◆ What to produce ◆
Identify each line below that contains the word "Church", and copy it out.

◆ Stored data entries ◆

******

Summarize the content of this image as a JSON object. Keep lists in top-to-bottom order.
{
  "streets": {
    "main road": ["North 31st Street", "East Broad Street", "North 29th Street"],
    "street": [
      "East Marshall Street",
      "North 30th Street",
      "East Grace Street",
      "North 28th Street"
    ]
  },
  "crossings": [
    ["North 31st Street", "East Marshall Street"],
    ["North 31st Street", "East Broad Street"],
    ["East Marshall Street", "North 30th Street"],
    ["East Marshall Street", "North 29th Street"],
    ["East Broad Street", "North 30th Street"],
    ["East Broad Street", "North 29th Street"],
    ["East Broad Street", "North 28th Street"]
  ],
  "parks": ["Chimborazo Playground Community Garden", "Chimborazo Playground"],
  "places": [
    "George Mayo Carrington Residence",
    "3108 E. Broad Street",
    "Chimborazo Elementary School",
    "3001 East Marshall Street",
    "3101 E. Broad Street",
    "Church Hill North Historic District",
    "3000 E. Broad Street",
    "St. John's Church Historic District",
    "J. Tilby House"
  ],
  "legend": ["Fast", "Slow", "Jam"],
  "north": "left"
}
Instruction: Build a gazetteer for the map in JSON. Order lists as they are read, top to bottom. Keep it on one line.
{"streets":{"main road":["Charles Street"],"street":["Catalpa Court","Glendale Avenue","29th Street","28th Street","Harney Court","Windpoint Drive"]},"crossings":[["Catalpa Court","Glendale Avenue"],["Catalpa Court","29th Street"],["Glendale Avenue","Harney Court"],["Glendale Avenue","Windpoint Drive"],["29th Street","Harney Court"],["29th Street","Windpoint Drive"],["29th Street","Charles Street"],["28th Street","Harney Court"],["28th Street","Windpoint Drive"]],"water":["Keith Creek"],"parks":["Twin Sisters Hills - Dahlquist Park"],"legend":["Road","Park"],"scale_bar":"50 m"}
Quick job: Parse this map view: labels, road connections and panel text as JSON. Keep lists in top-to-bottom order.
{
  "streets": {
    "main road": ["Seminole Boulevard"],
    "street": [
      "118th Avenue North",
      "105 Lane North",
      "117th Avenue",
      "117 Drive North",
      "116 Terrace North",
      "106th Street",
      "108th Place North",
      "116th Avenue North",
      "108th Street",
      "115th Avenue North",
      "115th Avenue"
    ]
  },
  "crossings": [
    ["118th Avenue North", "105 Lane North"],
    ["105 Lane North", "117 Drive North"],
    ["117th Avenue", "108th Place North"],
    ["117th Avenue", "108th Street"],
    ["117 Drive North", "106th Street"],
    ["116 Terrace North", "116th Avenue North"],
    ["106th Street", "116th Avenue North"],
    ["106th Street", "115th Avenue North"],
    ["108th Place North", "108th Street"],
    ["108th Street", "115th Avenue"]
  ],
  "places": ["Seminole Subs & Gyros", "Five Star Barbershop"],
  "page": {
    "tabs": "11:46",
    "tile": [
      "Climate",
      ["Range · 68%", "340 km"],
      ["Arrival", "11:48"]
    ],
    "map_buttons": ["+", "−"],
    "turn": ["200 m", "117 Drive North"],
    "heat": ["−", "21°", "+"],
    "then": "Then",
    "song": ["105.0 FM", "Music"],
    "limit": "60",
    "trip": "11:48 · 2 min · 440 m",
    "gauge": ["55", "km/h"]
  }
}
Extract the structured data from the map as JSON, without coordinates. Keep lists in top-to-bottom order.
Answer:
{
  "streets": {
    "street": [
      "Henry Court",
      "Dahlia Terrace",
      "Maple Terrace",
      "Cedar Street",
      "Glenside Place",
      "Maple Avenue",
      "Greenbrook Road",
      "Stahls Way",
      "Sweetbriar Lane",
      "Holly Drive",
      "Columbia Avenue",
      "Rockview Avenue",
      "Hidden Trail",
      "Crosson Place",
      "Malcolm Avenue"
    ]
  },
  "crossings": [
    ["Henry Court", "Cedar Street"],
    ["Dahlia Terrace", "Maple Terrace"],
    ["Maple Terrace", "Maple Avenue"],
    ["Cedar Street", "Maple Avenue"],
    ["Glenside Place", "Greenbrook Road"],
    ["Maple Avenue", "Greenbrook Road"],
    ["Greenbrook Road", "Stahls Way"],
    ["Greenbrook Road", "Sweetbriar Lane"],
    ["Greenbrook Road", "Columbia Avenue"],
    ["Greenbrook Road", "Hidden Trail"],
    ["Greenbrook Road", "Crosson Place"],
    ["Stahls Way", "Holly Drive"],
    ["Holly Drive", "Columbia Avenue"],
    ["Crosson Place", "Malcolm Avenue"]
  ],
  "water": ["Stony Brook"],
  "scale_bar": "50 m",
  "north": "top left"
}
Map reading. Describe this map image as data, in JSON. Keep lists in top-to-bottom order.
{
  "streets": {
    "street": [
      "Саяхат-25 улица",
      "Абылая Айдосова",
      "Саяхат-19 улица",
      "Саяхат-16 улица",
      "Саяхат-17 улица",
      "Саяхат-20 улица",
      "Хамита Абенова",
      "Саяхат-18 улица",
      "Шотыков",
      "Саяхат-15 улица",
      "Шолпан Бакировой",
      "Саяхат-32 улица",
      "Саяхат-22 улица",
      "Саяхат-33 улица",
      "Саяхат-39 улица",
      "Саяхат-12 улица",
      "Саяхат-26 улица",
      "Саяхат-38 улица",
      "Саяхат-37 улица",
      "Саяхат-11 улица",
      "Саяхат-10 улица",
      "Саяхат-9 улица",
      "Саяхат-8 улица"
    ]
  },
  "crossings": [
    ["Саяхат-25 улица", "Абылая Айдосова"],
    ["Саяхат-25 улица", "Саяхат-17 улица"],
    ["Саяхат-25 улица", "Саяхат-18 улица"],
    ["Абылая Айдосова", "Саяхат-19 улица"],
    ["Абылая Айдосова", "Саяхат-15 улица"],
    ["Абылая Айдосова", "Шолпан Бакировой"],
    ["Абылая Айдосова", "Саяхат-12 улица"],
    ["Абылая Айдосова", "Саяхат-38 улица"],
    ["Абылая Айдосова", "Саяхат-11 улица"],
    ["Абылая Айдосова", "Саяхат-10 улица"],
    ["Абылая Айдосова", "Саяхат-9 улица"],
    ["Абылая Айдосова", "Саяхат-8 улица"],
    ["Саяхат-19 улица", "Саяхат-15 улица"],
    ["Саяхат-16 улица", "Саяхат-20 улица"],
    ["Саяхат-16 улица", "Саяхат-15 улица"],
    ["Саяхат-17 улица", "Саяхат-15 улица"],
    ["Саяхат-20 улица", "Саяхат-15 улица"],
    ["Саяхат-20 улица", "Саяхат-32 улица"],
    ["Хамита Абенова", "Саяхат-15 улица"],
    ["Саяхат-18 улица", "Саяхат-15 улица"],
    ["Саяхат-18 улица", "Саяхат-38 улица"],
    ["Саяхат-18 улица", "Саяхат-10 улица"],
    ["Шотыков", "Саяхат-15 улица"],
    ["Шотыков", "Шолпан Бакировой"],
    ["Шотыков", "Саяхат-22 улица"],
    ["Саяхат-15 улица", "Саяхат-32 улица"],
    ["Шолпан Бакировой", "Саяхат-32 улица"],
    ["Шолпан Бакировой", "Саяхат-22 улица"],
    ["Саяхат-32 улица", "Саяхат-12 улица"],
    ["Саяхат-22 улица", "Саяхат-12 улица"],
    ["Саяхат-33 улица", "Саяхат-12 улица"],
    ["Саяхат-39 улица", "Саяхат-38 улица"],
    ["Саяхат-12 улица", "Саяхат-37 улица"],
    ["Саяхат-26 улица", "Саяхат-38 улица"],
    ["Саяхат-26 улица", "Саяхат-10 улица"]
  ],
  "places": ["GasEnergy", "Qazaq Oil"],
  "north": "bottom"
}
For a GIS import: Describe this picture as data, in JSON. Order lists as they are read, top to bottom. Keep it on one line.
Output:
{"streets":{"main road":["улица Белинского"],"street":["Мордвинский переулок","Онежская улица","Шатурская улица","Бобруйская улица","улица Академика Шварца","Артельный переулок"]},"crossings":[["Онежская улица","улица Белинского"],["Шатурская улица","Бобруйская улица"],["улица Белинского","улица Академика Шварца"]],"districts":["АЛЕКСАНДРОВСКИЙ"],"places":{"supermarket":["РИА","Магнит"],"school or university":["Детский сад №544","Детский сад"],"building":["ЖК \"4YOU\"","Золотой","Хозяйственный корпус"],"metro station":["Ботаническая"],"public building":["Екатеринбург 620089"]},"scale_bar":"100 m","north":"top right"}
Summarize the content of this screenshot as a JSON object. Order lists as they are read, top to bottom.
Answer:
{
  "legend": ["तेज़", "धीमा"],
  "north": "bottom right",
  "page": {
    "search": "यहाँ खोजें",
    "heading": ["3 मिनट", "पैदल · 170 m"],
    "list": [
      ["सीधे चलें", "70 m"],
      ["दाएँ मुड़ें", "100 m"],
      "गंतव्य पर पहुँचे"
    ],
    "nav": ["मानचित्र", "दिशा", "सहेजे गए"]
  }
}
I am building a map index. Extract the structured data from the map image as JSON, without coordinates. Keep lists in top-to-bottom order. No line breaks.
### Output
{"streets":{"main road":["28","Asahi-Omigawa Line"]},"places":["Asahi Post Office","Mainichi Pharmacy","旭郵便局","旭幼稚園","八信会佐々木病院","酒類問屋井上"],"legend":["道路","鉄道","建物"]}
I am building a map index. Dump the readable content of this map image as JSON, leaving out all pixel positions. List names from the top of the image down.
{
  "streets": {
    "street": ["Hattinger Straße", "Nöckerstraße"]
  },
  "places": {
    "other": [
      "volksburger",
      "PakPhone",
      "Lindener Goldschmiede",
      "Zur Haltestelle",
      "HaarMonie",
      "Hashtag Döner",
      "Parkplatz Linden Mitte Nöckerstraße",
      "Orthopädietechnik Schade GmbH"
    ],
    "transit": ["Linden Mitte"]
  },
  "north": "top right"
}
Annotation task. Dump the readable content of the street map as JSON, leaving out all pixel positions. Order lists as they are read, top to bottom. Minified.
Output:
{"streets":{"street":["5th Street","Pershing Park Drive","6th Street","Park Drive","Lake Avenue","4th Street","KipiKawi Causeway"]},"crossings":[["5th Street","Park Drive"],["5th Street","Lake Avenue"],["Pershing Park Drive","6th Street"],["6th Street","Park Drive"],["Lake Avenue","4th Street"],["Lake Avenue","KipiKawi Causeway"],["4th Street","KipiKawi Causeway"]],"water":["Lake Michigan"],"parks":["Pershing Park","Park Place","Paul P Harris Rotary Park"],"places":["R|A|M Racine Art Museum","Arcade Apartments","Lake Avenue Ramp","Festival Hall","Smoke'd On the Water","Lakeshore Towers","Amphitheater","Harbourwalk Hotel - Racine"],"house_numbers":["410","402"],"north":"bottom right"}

******

◆ Answer section ◆
    "Church Hill North Historic District",
    "St. John's Church Historic District",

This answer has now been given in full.